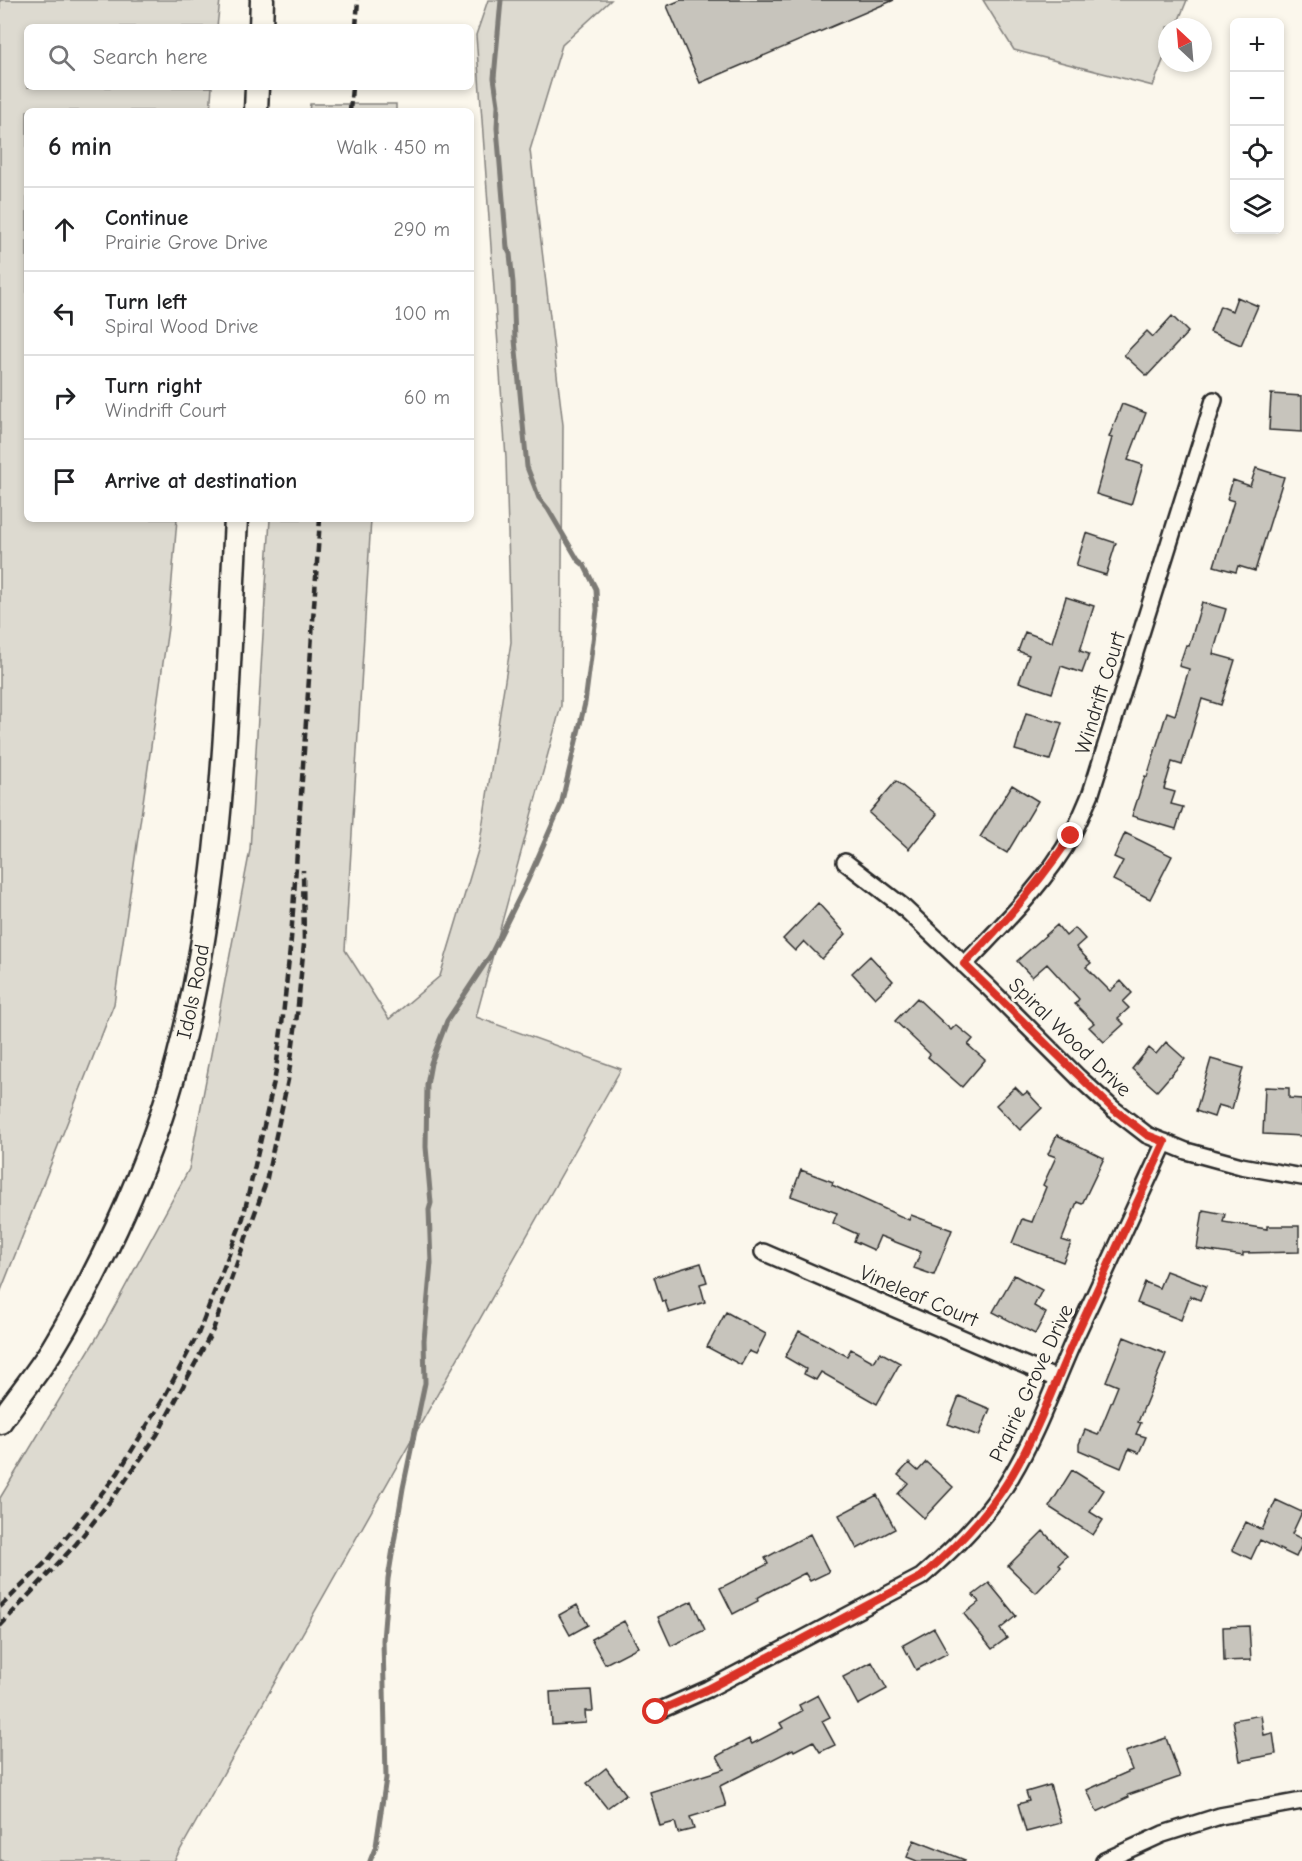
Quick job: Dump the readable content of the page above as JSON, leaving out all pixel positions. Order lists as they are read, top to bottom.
{
  "streets": {
    "main road": ["Idols Road"],
    "street": [
      "Windrift Court",
      "Spiral Wood Drive",
      "Vineleaf Court",
      "Prairie Grove Drive"
    ]
  },
  "crossings": [
    ["Windrift Court", "Spiral Wood Drive"],
    ["Spiral Wood Drive", "Prairie Grove Drive"],
    ["Vineleaf Court", "Prairie Grove Drive"]
  ],
  "north": "top left",
  "page": {
    "map_buttons": ["+", "−"],
    "search": "Search here",
    "heading": ["6 min", "Walk · 450 m"],
    "list": [
      ["Continue", "Prairie Grove Drive", "290 m"],
      ["Turn left", "Spiral Wood Drive", "100 m"],
      ["Turn right", "Windrift Court", "60 m"],
      "Arrive at destination"
    ]
  }
}
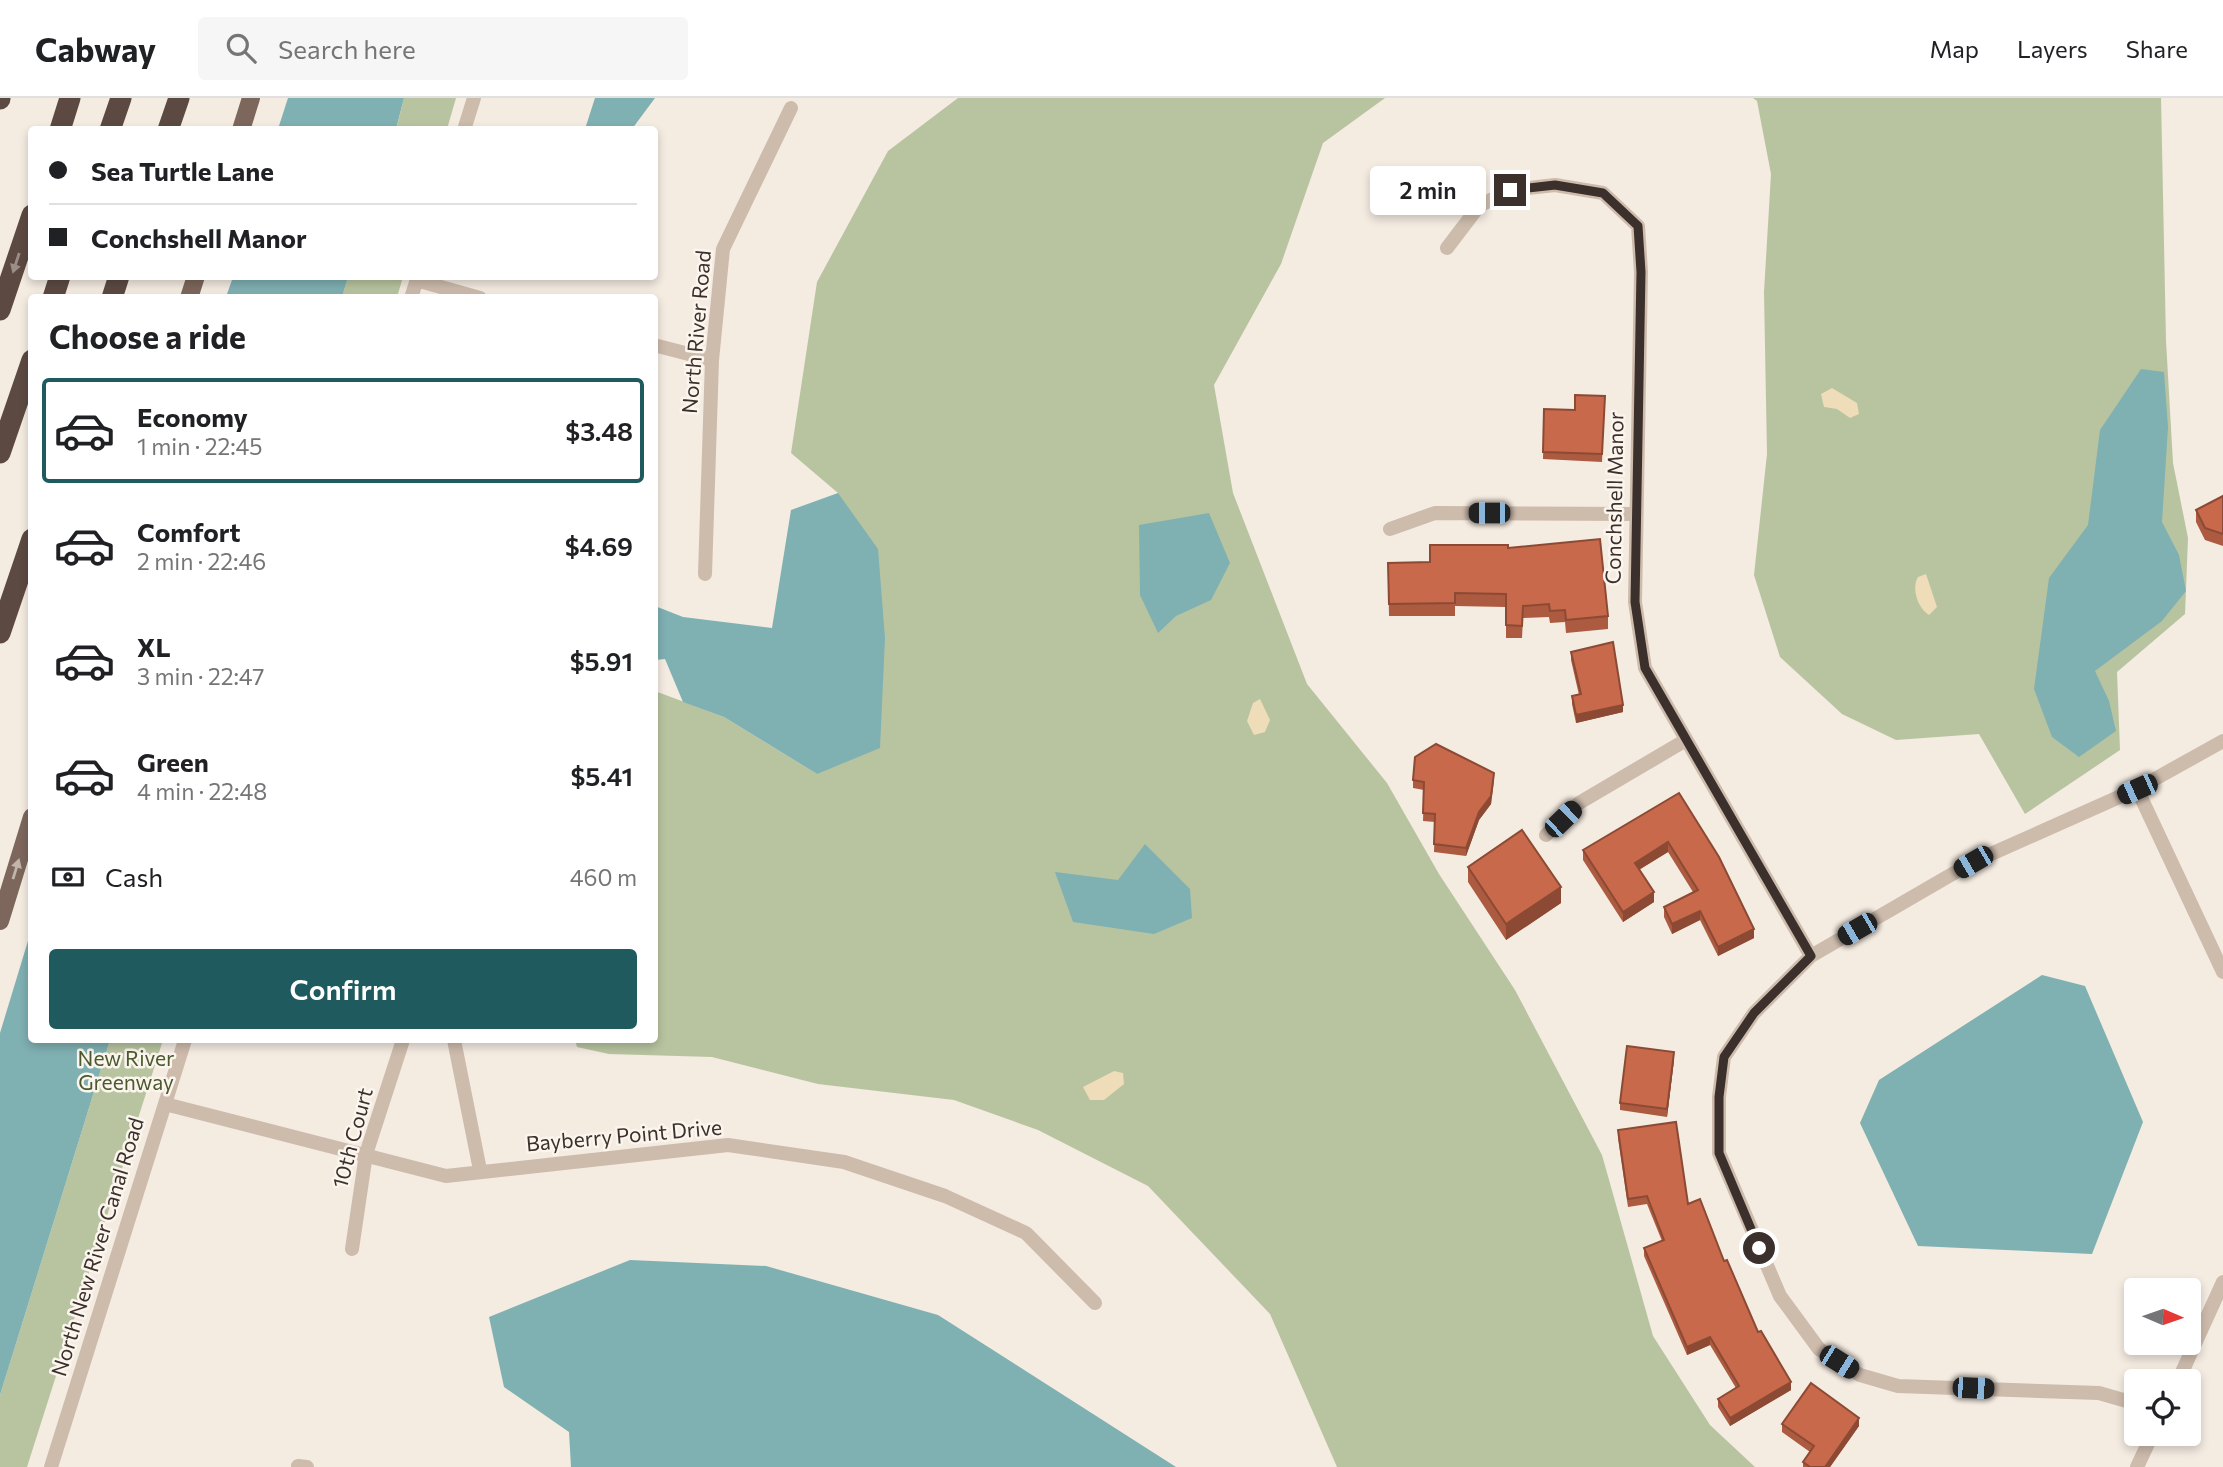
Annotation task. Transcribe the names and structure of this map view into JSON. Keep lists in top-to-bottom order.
========
Every entry, word for word, should be given again; the pictures are not part of the copy.

Quick job: Dump the readable content of the page above as JSON, leaving out all pixel positions. Order lists as they are read, top to bottom.
{
  "streets": {
    "main road": ["Idols Road"],
    "street": [
      "Windrift Court",
      "Spiral Wood Drive",
      "Vineleaf Court",
      "Prairie Grove Drive"
    ]
  },
  "crossings": [
    ["Windrift Court", "Spiral Wood Drive"],
    ["Spiral Wood Drive", "Prairie Grove Drive"],
    ["Vineleaf Court", "Prairie Grove Drive"]
  ],
  "north": "top left",
  "page": {
    "map_buttons": ["+", "−"],
    "search": "Search here",
    "heading": ["6 min", "Walk · 450 m"],
    "list": [
      ["Continue", "Prairie Grove Drive", "290 m"],
      ["Turn left", "Spiral Wood Drive", "100 m"],
      ["Turn right", "Windrift Court", "60 m"],
      "Arrive at destination"
    ]
  }
}
Annotation task. Transcribe the names and structure of this map view into JSON. Keep lists in top-to-bottom order.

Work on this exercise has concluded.